» **Exercise aim**
Copy each line below containing "speed".
────────────────────────────────────────
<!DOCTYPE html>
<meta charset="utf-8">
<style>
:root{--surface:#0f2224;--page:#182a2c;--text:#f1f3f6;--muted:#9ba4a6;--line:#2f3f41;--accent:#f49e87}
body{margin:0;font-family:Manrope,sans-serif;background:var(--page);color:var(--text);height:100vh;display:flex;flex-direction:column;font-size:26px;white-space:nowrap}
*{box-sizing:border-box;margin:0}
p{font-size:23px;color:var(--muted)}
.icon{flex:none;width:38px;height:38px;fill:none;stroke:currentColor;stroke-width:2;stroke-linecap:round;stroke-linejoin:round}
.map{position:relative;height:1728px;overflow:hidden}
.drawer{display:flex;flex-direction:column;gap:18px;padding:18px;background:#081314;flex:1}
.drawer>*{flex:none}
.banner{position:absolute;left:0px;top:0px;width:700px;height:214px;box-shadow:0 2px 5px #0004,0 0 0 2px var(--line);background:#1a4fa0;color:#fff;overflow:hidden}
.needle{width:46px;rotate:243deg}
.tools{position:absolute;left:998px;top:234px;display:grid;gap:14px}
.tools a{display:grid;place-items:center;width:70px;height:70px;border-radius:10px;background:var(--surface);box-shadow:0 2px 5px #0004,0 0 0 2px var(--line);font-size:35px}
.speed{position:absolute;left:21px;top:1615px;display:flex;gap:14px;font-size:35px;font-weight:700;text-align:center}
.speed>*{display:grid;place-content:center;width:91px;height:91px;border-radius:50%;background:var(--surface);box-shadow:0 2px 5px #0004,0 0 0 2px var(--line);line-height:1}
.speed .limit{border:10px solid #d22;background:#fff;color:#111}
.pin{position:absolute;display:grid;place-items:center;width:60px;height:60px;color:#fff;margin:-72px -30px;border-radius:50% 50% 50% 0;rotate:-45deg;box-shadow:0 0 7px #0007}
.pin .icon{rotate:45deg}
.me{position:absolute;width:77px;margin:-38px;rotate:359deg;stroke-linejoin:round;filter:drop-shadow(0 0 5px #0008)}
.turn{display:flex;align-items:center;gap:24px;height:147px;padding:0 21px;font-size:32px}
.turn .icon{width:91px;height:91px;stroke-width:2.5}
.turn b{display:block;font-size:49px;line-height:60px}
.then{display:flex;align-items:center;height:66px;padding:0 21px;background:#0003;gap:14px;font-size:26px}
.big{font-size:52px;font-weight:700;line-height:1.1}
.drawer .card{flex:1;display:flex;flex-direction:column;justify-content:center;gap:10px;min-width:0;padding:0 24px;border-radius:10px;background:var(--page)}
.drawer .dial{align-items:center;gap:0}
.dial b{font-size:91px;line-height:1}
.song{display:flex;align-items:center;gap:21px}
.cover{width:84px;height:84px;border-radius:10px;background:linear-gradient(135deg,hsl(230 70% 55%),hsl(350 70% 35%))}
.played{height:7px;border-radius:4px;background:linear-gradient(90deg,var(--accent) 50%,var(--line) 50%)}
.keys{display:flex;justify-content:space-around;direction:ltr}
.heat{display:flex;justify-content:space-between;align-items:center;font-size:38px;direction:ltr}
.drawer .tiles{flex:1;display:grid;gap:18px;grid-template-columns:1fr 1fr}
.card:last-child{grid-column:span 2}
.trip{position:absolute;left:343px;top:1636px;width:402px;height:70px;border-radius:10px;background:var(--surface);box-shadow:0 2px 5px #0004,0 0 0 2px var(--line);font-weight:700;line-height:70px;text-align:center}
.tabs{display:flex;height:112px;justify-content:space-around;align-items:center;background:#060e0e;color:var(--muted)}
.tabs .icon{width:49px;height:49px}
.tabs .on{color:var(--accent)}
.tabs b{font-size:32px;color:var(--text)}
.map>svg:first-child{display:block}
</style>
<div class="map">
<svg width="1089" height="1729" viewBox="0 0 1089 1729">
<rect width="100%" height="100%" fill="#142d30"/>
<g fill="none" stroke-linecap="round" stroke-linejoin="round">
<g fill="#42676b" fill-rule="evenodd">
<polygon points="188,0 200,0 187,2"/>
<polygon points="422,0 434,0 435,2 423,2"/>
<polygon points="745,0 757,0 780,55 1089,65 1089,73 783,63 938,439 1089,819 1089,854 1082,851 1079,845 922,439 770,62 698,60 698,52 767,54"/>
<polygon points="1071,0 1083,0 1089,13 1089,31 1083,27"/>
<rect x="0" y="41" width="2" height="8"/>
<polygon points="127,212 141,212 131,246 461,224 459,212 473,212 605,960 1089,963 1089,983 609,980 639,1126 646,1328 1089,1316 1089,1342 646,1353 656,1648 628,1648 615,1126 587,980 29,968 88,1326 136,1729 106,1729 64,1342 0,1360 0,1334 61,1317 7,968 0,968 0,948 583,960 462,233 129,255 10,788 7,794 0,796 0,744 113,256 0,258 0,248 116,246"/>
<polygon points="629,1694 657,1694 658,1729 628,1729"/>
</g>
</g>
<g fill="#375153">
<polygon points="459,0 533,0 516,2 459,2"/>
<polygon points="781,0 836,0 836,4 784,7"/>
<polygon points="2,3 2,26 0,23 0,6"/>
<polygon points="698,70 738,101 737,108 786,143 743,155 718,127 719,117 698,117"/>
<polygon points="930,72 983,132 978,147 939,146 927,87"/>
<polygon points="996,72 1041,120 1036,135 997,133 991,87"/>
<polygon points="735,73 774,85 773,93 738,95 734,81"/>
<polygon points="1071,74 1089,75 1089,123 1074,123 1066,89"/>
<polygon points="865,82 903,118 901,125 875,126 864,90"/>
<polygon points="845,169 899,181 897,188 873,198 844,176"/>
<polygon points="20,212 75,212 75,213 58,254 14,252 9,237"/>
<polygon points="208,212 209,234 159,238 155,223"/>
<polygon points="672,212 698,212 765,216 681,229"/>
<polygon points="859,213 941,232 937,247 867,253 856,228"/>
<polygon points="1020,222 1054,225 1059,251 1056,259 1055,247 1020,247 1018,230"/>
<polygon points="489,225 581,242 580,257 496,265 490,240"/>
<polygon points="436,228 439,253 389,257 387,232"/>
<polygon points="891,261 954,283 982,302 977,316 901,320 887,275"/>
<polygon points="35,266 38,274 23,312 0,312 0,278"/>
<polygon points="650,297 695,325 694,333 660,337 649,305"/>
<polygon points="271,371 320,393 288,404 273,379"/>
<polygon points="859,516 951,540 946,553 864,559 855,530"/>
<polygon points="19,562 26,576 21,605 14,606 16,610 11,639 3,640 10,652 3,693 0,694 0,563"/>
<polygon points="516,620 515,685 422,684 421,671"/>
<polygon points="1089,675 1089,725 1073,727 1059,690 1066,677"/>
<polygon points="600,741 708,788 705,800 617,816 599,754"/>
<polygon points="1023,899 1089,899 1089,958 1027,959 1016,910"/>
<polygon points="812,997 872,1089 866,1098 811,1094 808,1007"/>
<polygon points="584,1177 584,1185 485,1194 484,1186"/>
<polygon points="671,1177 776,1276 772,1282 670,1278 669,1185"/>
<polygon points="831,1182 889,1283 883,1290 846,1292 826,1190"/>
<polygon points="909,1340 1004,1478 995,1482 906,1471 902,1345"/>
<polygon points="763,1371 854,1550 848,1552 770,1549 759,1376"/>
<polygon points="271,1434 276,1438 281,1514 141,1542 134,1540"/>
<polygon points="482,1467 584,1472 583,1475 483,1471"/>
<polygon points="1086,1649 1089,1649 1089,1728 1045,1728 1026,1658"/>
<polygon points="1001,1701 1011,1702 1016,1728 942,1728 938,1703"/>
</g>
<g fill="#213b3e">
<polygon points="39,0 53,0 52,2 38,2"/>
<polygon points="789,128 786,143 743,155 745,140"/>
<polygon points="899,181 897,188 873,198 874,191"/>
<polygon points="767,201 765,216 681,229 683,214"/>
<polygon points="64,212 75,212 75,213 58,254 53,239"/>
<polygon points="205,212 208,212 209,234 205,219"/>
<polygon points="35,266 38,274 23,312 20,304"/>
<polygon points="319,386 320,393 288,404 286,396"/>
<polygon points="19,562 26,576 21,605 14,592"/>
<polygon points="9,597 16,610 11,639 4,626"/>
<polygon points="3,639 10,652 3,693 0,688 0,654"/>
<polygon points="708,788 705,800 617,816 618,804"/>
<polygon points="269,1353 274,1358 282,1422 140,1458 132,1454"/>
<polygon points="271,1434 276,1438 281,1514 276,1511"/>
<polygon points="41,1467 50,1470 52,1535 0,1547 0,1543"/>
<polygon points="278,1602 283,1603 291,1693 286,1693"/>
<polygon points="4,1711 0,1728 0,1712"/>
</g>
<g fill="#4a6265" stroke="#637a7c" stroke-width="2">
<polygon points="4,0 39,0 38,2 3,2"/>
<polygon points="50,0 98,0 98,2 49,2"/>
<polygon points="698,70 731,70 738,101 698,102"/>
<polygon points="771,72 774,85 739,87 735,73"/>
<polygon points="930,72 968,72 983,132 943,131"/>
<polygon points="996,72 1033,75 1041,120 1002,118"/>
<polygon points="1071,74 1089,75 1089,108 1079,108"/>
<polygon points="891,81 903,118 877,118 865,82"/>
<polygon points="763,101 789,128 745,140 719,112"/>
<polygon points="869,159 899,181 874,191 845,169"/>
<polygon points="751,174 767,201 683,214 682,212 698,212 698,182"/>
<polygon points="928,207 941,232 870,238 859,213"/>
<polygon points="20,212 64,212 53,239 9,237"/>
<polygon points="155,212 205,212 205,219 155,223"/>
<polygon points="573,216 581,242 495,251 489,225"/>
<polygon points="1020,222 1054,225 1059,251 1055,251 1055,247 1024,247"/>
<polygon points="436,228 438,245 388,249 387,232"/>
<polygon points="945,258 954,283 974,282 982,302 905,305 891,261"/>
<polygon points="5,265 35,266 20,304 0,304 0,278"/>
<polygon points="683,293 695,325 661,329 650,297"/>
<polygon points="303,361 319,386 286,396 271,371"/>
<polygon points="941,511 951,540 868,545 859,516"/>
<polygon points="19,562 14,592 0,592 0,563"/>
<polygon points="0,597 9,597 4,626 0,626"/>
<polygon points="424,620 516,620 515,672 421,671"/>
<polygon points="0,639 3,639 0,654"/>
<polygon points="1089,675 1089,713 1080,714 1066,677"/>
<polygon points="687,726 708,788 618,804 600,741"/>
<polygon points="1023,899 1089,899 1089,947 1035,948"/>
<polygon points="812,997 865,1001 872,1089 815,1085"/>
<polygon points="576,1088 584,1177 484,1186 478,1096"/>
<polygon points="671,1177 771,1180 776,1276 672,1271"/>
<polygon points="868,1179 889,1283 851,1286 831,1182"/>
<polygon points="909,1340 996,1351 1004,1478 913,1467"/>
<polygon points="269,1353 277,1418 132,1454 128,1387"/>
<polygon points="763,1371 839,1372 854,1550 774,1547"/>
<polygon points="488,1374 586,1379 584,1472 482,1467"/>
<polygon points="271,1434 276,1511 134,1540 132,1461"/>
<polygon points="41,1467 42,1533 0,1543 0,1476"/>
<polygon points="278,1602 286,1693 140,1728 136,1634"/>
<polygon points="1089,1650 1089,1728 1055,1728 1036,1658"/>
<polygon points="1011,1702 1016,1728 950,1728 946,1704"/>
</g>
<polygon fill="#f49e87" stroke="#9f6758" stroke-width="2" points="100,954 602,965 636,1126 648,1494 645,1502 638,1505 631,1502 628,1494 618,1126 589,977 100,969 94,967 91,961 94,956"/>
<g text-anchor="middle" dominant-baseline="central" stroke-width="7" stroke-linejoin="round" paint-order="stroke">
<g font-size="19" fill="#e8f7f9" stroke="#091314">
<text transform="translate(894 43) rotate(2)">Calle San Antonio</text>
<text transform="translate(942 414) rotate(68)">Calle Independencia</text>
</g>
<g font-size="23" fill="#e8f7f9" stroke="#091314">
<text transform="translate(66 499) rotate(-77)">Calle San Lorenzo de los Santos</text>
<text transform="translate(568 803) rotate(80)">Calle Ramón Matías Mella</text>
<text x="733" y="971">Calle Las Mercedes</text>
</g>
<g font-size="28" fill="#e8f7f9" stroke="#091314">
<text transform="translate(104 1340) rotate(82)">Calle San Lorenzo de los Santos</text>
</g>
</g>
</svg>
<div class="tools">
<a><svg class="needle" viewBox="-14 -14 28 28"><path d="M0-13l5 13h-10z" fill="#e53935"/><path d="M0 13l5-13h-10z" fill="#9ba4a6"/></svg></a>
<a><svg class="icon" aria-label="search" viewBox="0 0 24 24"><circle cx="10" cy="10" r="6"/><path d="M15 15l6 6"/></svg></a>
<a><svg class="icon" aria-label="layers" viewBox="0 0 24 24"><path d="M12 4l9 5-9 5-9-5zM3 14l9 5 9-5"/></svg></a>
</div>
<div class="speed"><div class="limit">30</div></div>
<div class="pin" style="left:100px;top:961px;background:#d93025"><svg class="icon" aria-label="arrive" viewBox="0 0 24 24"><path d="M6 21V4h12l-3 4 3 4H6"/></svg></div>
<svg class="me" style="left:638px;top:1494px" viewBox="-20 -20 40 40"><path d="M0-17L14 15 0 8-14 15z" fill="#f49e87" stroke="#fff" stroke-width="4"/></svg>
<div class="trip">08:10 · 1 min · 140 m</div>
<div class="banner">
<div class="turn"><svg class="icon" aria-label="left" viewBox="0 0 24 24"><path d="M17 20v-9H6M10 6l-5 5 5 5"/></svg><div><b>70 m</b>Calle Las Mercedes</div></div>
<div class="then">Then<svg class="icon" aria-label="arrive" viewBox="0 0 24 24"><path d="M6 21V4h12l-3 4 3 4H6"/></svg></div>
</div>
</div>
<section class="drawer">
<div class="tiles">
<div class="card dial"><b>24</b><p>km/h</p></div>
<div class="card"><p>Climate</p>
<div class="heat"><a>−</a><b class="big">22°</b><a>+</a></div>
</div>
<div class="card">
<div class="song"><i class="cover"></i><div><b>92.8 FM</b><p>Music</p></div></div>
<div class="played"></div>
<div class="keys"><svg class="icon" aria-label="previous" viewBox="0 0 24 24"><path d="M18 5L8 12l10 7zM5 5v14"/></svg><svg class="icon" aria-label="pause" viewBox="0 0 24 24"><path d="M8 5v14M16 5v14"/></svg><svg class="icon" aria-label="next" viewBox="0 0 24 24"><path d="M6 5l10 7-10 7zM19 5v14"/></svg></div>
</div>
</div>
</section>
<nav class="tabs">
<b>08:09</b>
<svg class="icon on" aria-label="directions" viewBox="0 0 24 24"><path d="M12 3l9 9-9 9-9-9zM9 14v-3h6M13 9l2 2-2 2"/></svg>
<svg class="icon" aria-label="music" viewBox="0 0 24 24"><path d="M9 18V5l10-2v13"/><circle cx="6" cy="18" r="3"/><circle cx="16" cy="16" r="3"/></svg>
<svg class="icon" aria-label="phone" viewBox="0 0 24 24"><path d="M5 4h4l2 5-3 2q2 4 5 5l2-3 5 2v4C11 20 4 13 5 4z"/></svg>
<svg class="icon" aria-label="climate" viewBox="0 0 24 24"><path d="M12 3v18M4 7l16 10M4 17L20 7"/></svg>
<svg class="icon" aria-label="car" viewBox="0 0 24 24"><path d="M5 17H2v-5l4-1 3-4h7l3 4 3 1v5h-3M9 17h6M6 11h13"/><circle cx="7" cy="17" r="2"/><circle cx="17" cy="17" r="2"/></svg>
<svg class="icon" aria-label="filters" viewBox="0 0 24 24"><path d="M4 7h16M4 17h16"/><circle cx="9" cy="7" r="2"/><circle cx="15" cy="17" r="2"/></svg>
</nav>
────────────────────────────────────────
» **Answer to this problem**
.speed{position:absolute;left:21px;top:1615px;display:flex;gap:14px;font-size:35px;font-weight:700;text-align:center}
.speed>*{display:grid;place-content:center;width:91px;height:91px;border-radius:50%;background:var(--surface);box-shadow:0 2px 5px #0004,0 0 0 2px var(--line);line-height:1}
.speed .limit{border:10px solid #d22;background:#fff;color:#111}
<div class="speed"><div class="limit">30</div></div>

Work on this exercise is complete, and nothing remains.